Work request
A faithful, word-for-word copy of the data below is required, without pictures.

Source records
○ ○ ○

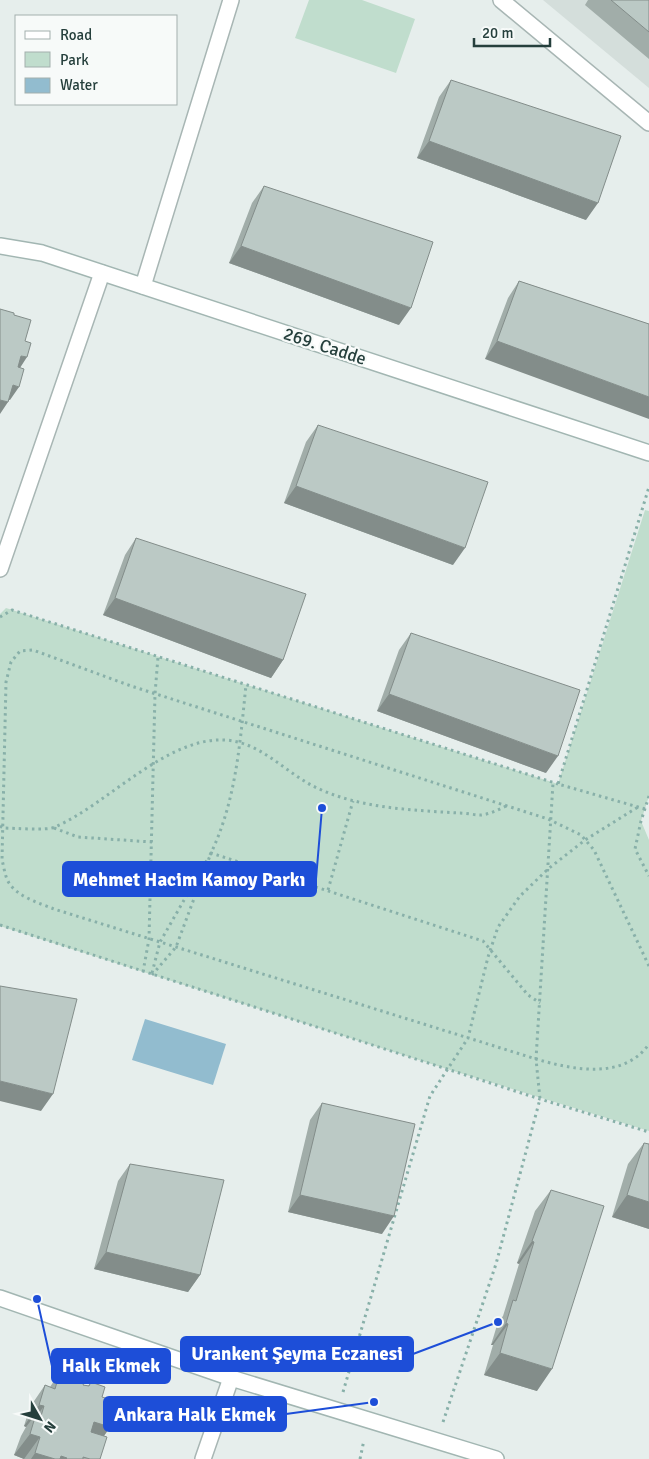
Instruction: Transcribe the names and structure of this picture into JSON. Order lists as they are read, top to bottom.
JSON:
{
  "streets": {
    "street": ["269. Cadde"]
  },
  "places": [
    "Mehmet Hacim Kamoy Parkı",
    "Halk Ekmek",
    "Urankent Şeyma Eczanesi",
    "Ankara Halk Ekmek"
  ],
  "legend": ["Road", "Park", "Water"],
  "scale_bar": "20 m",
  "north": "bottom right"
}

○ ○ ○

Response to the exercise
Instruction: Transcribe the names and structure of this picture into JSON. Order lists as they are read, top to bottom.
JSON:
{
  "streets": {
    "street": ["269. Cadde"]
  },
  "places": [
    "Mehmet Hacim Kamoy Parkı",
    "Halk Ekmek",
    "Urankent Şeyma Eczanesi",
    "Ankara Halk Ekmek"
  ],
  "legend": ["Road", "Park", "Water"],
  "scale_bar": "20 m",
  "north": "bottom right"
}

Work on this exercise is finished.